Barry A. Warsaw wrote:
To follow up, I believe I have this working now. Here's how it works.
Thanks for the excellent explanation and implementation, Barry. I'll test this when it's checked in. Some comments below..
First, the only change to the MemberAdaptor API is that real names can now be Unicode strings as well as 8-bit strings. If they're 8-bit then they'll contain only ascii characters.
ASCII is by definition 7-bit, Barry. Did you mean ISO-8859-1 here?
When a real name is entered into a web form, we'll first attempt to convert it to us-ascii. If that succeeds, we know the real name is ascii only and we'll store it in the membership database as an 8-bit ascii-only-containing string.
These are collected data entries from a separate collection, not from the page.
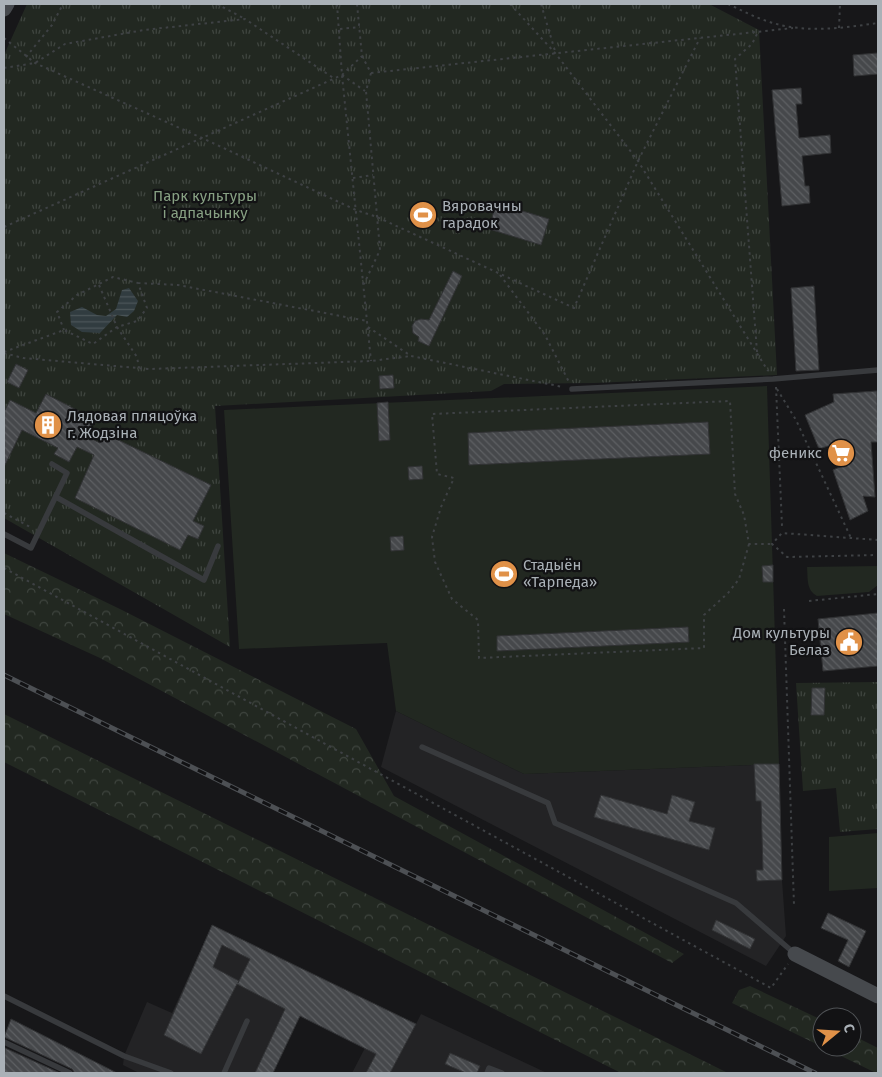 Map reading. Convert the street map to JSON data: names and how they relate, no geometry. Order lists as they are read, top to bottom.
{
  "parks": ["Парк культуры і адпачынку"],
  "places": {
    "sports": ["Вяровачны гарадок", "Стадыён «Тарпеда»"],
    "building": ["Лядовая пляцоўка г. Жодзіна"],
    "supermarket": ["феникс"],
    "public building": ["Дом культуры Белаз"]
  },
  "north": "right"
}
Again, I assume you mean ISO-8859-1 instead of ascii here.
If the conversion fails, we'll convert the real name to Unicode using the charset of the context's language (i.e. list preferred if we're looking at an admin page, user preferred if we're looking at an options page, and form value if we're looking at the subscribe page -- all with appropriate fallbacks to Something Sensible). We'll also do html entity replacement (e.g. #&246; -> รถ). We'll store this Unicode string as the member's real name in the membership database, but we don't store the charset because...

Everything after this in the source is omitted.